The knee has two disc-shaped pieces of cartilage that cushion the bones in the joint. These are your lateral meniscus and medial meniscus.
When someone hears that he has a meniscus tear, he’ll usually assume he needs surgery, Bush-Joseph says. But that’s not always true.
A tear in the outer part of the meniscus can sometimes heal on its own. It benefits from healthy blood flow, and even if surgery is needed, the structure of the meniscus can remain intact and heal completely.
The inner part of the meniscus doesn’t have the same healthy circulation.
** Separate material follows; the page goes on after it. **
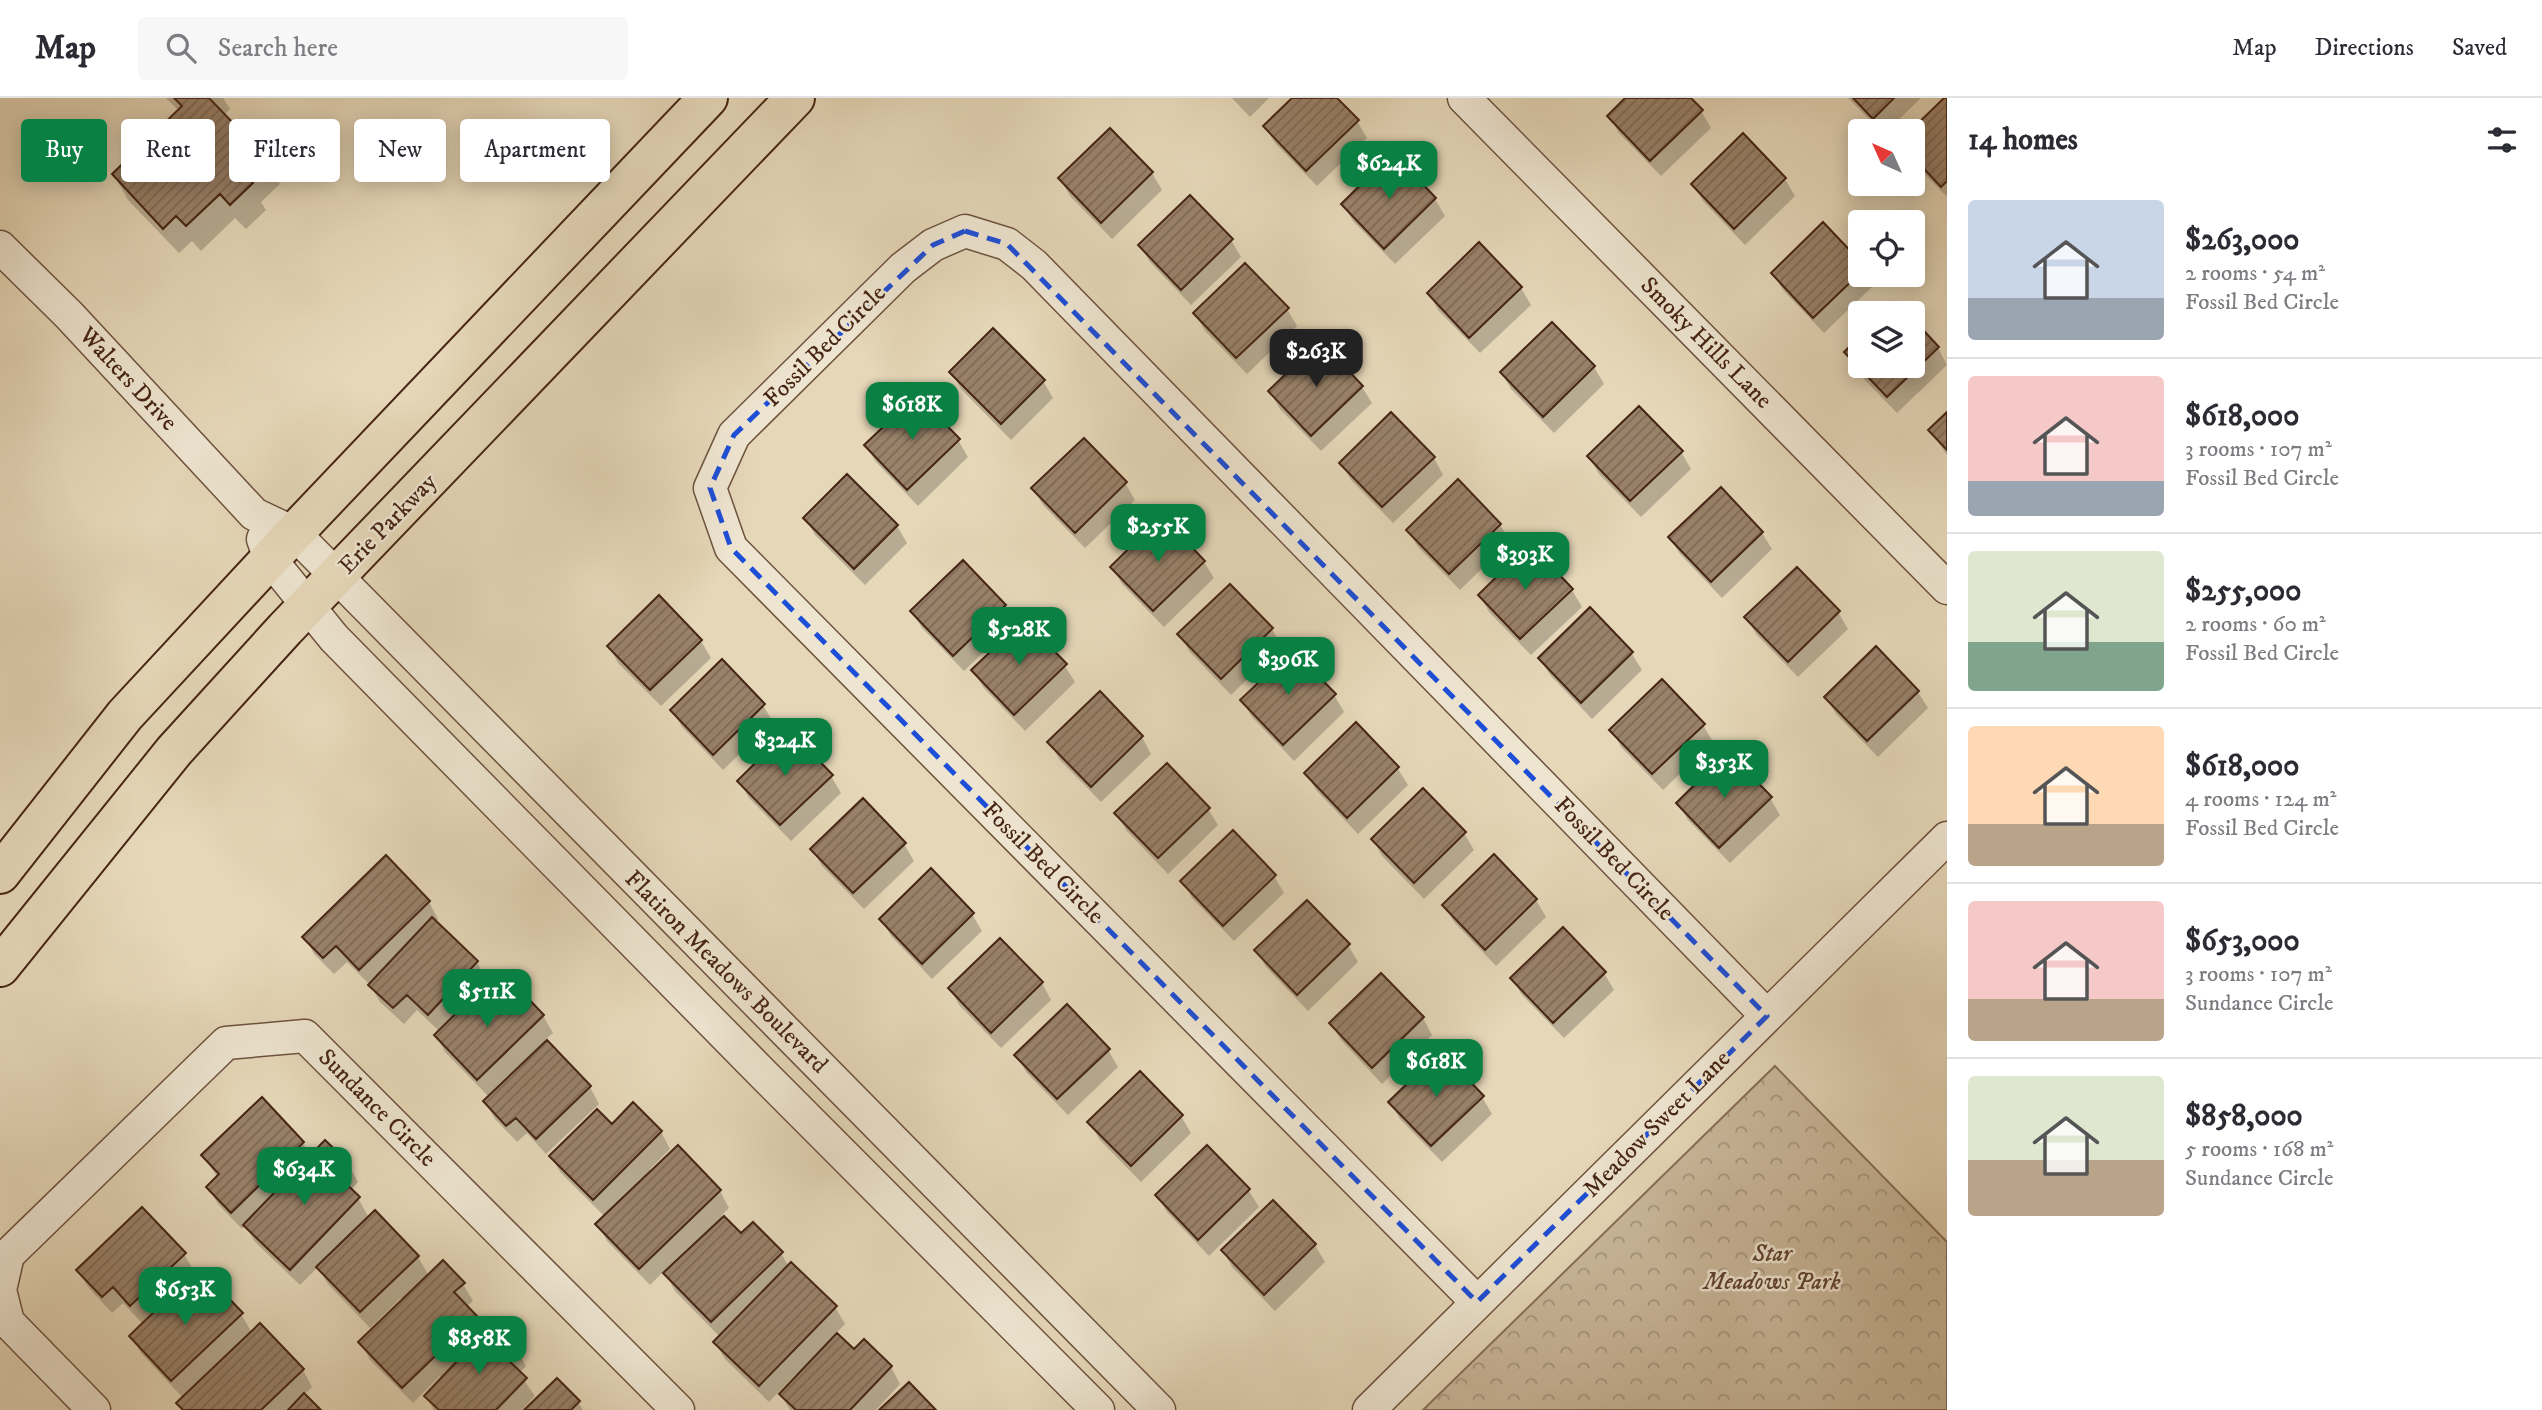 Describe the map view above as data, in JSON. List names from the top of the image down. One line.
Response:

So it won’t really heal. If it tears, surgery usually just trims away the damaged part and patches what’s left back together.
Bush-Joseph calls this “cleaning out” the knee. Doctors can do this through arthroscopy, a type of operation that uses several small cuts, rather than open surgery that leaves a large scar.
“You’ll miss a day or 2 of work, take it easy for 2 to 6 weeks, and by 8 weeks, you’ll probably be back to full activities,” Bush-Joseph says.
Knee Ligament Sprains or Tears
These are common among athletes. There are two types of ligaments: collateral and cruciate. You have four main ligaments in your knee: the lateral collateral ligament, medial collateral ligament (MCL), posterior cruciate ligament, and anterior cruciate ligament (ACL).
Ligaments help keep the bones in your knee stable, but they are prone to injuries, particularly through contact or from changing direction suddenly when you’re running. Sports fans know that ACL and MCL injuries can sideline an athlete for months.
But for most people who don’t make their living running full speed or getting hit, it usually takes several weeks to recover.
It can take roughly 8 weeks to recover from surgery to repair a ligament tear. But if you need a major reconstruction of a torn ligament, it can take 6 months or so to get you back to full strength, Bush-Joseph says.
After Surgery: Prevention
Once you’ve had your operation and your doctor says you can get back to your usual activities, you should check with your surgeon about any changes you should make to prevent future injuries.
You may need to cut back on high-impact activities, such as those that involve contact or a lot of jumping. Have a frank conversation with your doctor about what’s OK and what you absolutely shouldn’t do.
Your doctor will probably recommend physical therapy after your surgery. In this type of rehab, you’ll learn exercises that will strengthen the muscles around the knee. Stronger quadriceps (muscles at the front of the thigh), for example, will help keep your knee stable.
Knee surgery to repair the meniscus or the ligaments does make you more likely to get osteoarthritis (the wear-and-tear type of arthritis) later in life. But most surgeries to repair knee injuries are successful. They improve knee strength and flexibility and ease pain.